PCPR indicia ex-diretor de informática e empresário por fraude licitatória em Carambeí
A Operação Wi-Fraude investigaou crimes de fraude em licitações e exclusão indevida de dados nos sistemas informatizados da Administração no município de Carambeí

A Polícia Civil do Paraná (PCPR), através da Delegacia de Carambeí, concluiu nesta terça-feira (04) o inquérito policial em que eram investigados crimes de fraude em licitações e exclusão indevida de dados nos sistemas informatizados da Administração no município de Carambeí.
Durante a investigação foram cumpridos cinco mandados judiciais de busca e apreensão e dois de afastamento dos cargos de Diretor do Departamento de Informática e de Secretário de Administração.
Com o encerramento da fase investigativa, a Autoridade Policial indiciou o ex-diretor de informática e um empresário pela prática, em tese, de seis crimes de frustração do caráter competitivo da licitação e fraude licitatória mediante entrega de serviço com qualidade e quantidade inferior ao previsto no contrato. O ex-diretor também foi indiciado por excluir indevidamente dados dos sistemas informatizados da Administração. Se condenados, o somatório das penas pode chegar de 30 a 68 anos de reclusão para o ex-diretor, e de 28 a 56 anos de reclusão para o empresário.
Também foi indiciada uma servidora pela participação em um crime de frustração do caráter competitivo da licitação cuja pena, se condenada, é de 04 a 08 anos, bem como o secretário municipal afastado pela prática, em tese, de seis crimes de frustração do caráter competitivo da licitação cujas penas podem chegar de 24 a 48 anos de reclusão.
O inquérito foi encaminhado ao Ministério Público para providências.

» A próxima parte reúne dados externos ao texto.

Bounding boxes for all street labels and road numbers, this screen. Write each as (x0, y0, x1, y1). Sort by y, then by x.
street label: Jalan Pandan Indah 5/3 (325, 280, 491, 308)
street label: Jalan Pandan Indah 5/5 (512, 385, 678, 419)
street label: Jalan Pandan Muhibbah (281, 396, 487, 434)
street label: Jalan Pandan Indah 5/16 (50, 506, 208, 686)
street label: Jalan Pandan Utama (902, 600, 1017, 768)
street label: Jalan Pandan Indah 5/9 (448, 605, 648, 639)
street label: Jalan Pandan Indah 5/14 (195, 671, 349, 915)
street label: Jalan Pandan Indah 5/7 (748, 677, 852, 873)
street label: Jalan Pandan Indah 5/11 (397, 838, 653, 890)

Prefeita de Carambeí detalhou envolvimento de secretário na investigação
A prefeita de Carambeí esteve no Portal aRede para explicar a investigação da PCPR que levou ao afastamento judicial de um secretário municipal investigado no inquérito.

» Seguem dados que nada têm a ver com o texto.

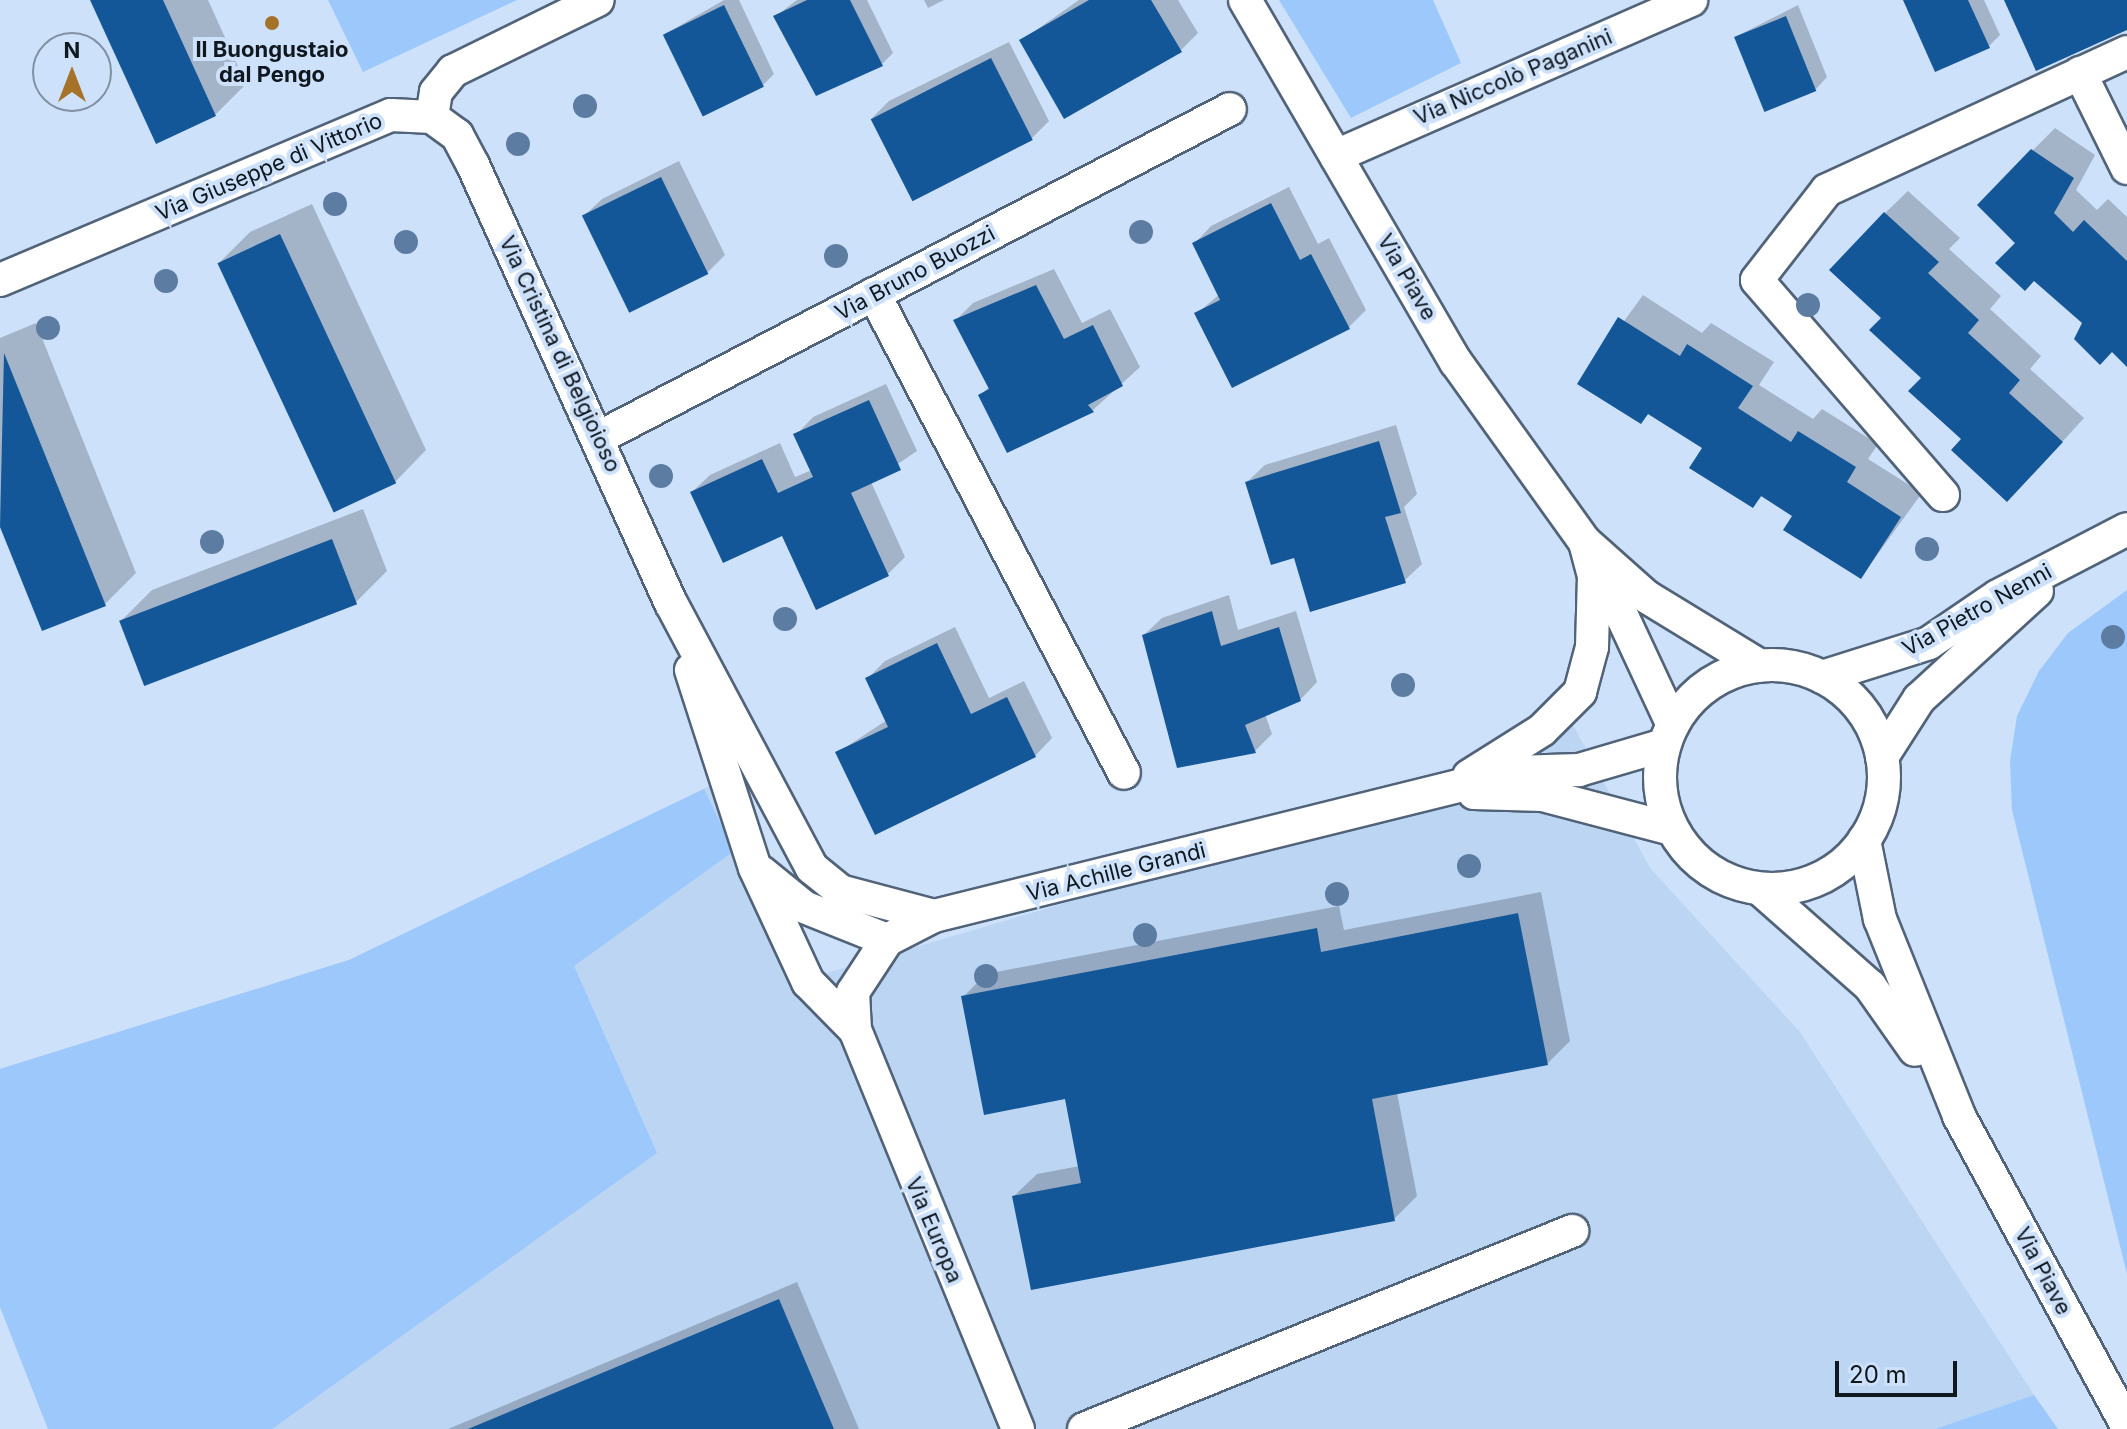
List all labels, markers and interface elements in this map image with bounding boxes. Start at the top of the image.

Em 5 de maio deste ano, foi deflagrada a Operação Wi-Fraude, em que policiais civis cumpriram cinco mandados judiciais de busca e apreensão nas residências e empresas dos investigados, bem como nas dependências da Prefeitura Municipal. Dois homens foram presos em flagrante por posse irregular de arma de fogo, além de terem sido apreendidos dinheiro em espécie e diversos equipamentos eletrônicos.

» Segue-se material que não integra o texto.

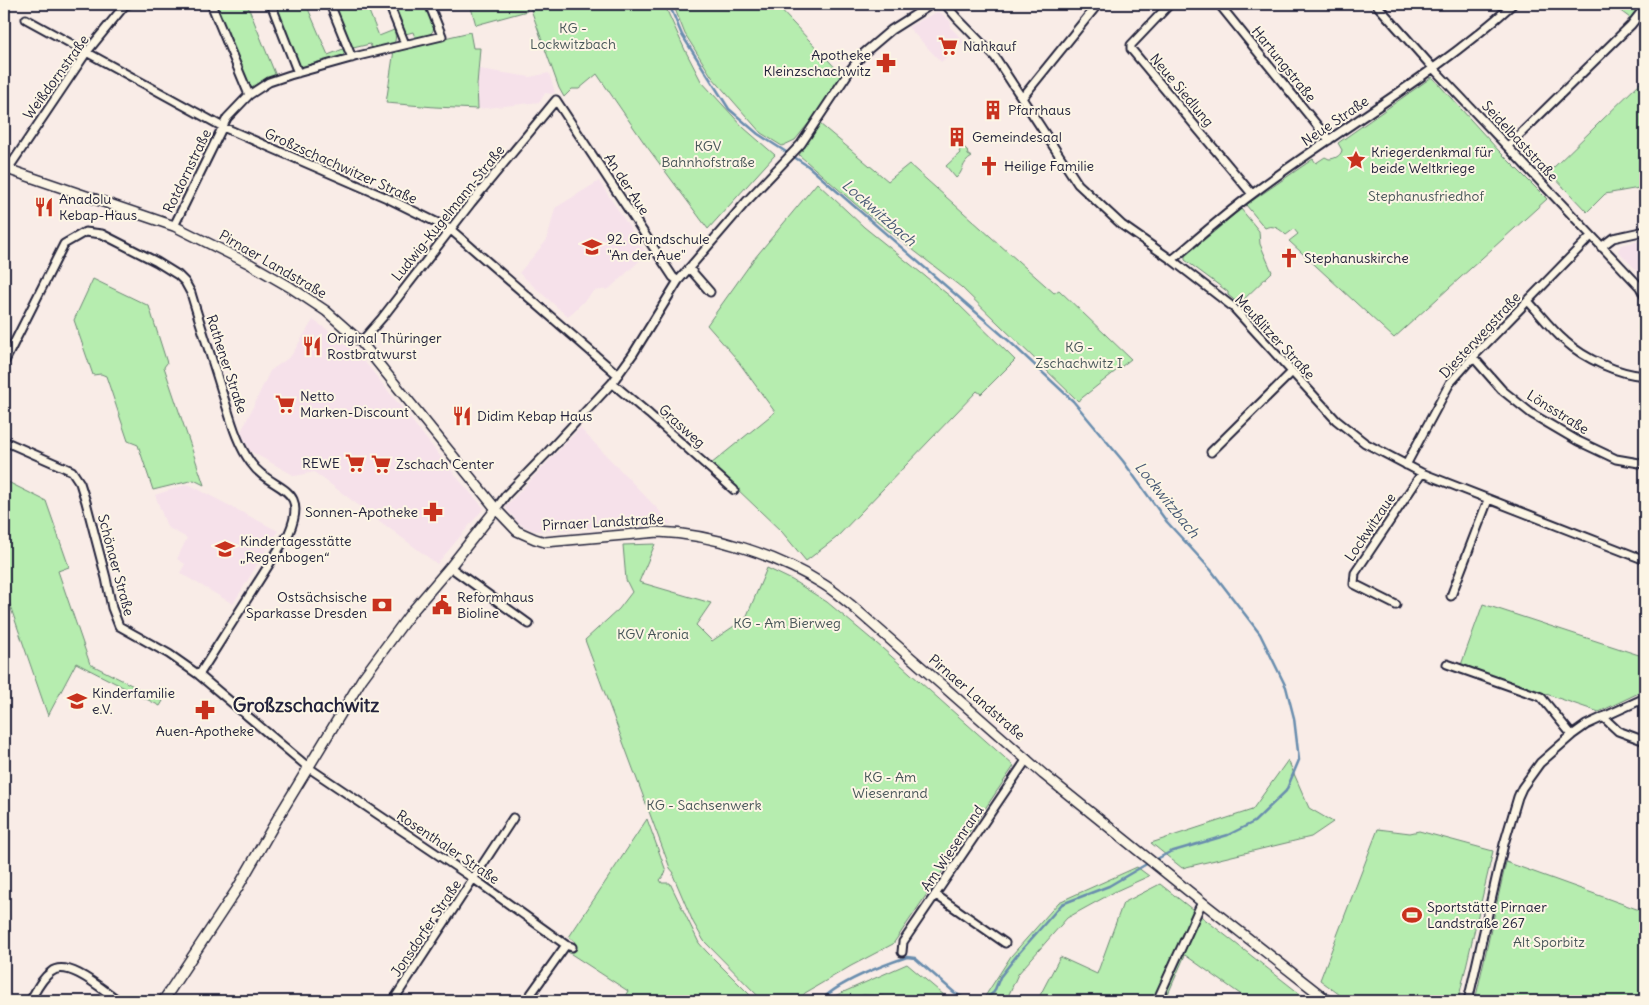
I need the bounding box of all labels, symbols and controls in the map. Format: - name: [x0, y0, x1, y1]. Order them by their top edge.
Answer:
- park label: KG - Lockwitzbach: [530, 19, 616, 53]
- street label: Hartungstraße: [1248, 22, 1320, 106]
- street label: Weißdornstraße: [19, 31, 93, 123]
- supermarket icon: Nahkauf: [937, 35, 959, 57]
- place label: Nahkauf: [963, 37, 1017, 55]
- place label: Apotheke Kleinzschachwitz: [764, 46, 871, 80]
- street label: Neue Siedlung: [1146, 50, 1218, 130]
- pharmacy icon: Apotheke Kleinzschachwitz: [875, 52, 897, 74]
- street label: Neue Straße: [1298, 92, 1372, 150]
- street label: Seidelbaststraße: [1478, 97, 1562, 185]
- building icon: Pfarrhaus: [982, 99, 1004, 121]
- place label: Pfarrhaus: [1008, 101, 1071, 119]
- street label: Großzschachwitzer Straße: [262, 124, 420, 208]
- street label: Rotdornstraße: [159, 126, 215, 216]
- building icon: Gemeindesaal: [946, 126, 968, 148]
- place label: Gemeindesaal: [972, 128, 1062, 146]
- park label: KGV Bahnhofstraße: [661, 137, 755, 171]
- street label: Ludwig-Kugelmann-Straße: [388, 141, 508, 285]
- place label: Kriegerdenkmal für beide Weltkriege: [1371, 143, 1493, 177]
- place icon: Kriegerdenkmal für beide Weltkriege: [1345, 149, 1367, 171]
- street label: An der Aue: [600, 150, 654, 218]
- church icon: Heilige Familie: [978, 155, 1000, 177]
- place label: Heilige Familie: [1004, 157, 1094, 175]
- water label: Lockwitzbach: [838, 175, 921, 250]
- park label: Stephanusfriedhof: [1368, 187, 1484, 205]
- place label: Anadolu Kebap-Haus: [59, 190, 137, 224]
- restaurant icon: Anadolu Kebap-Haus: [33, 196, 55, 218]
- street label: Pirnaer Landstraße: [216, 226, 330, 302]
- place label: 92. Grundschule "An der Aue": [607, 230, 710, 264]
- school or university icon: 92. Grundschule "An der Aue": [581, 236, 603, 258]
- church icon: Stephanuskirche: [1278, 247, 1300, 269]
- place label: Stephanuskirche: [1304, 249, 1409, 267]
- street label: Diesterwegstraße: [1436, 288, 1524, 382]
- street label: Meußlitzer Straße: [1231, 291, 1319, 383]
- street label: Rathener Straße: [203, 312, 251, 416]
- place label: Original Thüringer Rostbratwurst: [327, 329, 442, 363]
- restaurant icon: Original Thüringer Rostbratwurst: [301, 335, 323, 357]
- park label: KG - Zschachwitz I: [1035, 338, 1123, 372]
- street label: Lönsstraße: [1524, 386, 1592, 438]
- place label: Netto Marken-Discount: [300, 387, 409, 421]
- supermarket icon: Netto Marken-Discount: [274, 393, 296, 415]
- street label: Grasweg: [655, 400, 709, 452]
- restaurant icon: Didim Kebap Haus: [451, 405, 473, 427]
- place label: Didim Kebap Haus: [477, 407, 592, 425]
- supermarket icon: REWE: [344, 452, 366, 474]
- supermarket icon: Zschach Center: [370, 453, 392, 475]
- place label: REWE: [302, 454, 340, 472]
- place label: Zschach Center: [396, 455, 494, 473]
- water label: Lockwitzbach: [1131, 458, 1204, 542]
- street label: Lockwitzaue: [1341, 489, 1399, 565]
- pharmacy icon: Sonnen-Apotheke: [422, 501, 444, 523]
- place label: Sonnen-Apotheke: [305, 503, 418, 521]
- street label: Pirnaer Landstraße: [542, 510, 664, 534]
- street label: Schönaer Straße: [94, 512, 138, 618]
- place label: Kindertagesstätte „Regenbogen“: [240, 532, 352, 566]
- school or university icon: Kindertagesstätte „Regenbogen“: [214, 538, 236, 560]
- place label: Ostsächsische Sparkasse Dresden: [246, 588, 367, 622]
- place label: Reformhaus Bioline: [457, 588, 534, 622]
- bank icon: Ostsächsische Sparkasse Dresden: [371, 594, 393, 616]
- public building icon: Reformhaus Bioline: [431, 594, 453, 616]
- park label: KG - Am Bierweg: [733, 614, 841, 632]
- park label: KGV Aronia: [617, 625, 689, 643]
- street label: Pirnaer Landstraße: [925, 650, 1029, 744]
- place label: Kinderfamilie e.V.: [92, 684, 175, 718]
- school or university icon: Kinderfamilie e.V.: [66, 690, 88, 712]
- district label: Großzschachwitz: [233, 693, 379, 717]
- pharmacy icon: Auen-Apotheke: [194, 699, 216, 721]
- place label: Auen-Apotheke: [156, 722, 254, 740]
- park label: KG - Am Wiesenrand: [852, 768, 928, 802]
- park label: KG - Sachsenwerk: [646, 796, 762, 814]
- street label: Am Wiesenrand: [917, 802, 987, 894]
- street label: Rosenthaler Straße: [393, 806, 503, 888]
- street label: Jonsdorfer Straße: [387, 876, 465, 980]
- place label: Sportstätte Pirnaer Landstraße 267: [1427, 898, 1547, 932]
- sports icon: Sportstätte Pirnaer Landstraße 267: [1401, 904, 1423, 926]
- park label: Alt Sporbitz: [1513, 933, 1585, 951]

A investigação, iniciada em fevereiro de 2025, aponta que um servidor comissionado teria falsificado orçamentos para beneficiar empresas próprias ou ligadas a ele em processos de contratação de sinal de internet para eventos municipais.
De acordo com o inquérito, o esquema operava desde 2022. Para dificultar a fiscalização, o suspeito teria utilizado acessos privilegiados ao sistema para excluir dados e documentos do Portal da Transparência, frustrando o caráter competitivo das licitações. A Justiça determinou o afastamento imediato do servidor de suas funções públicas enquanto as investigações prosseguem.
Na ocasião, o Poder Judiciário também determinou o afastamento do cargo do Diretor do Departamento de Informática, indiciado nesta terça-feira (04).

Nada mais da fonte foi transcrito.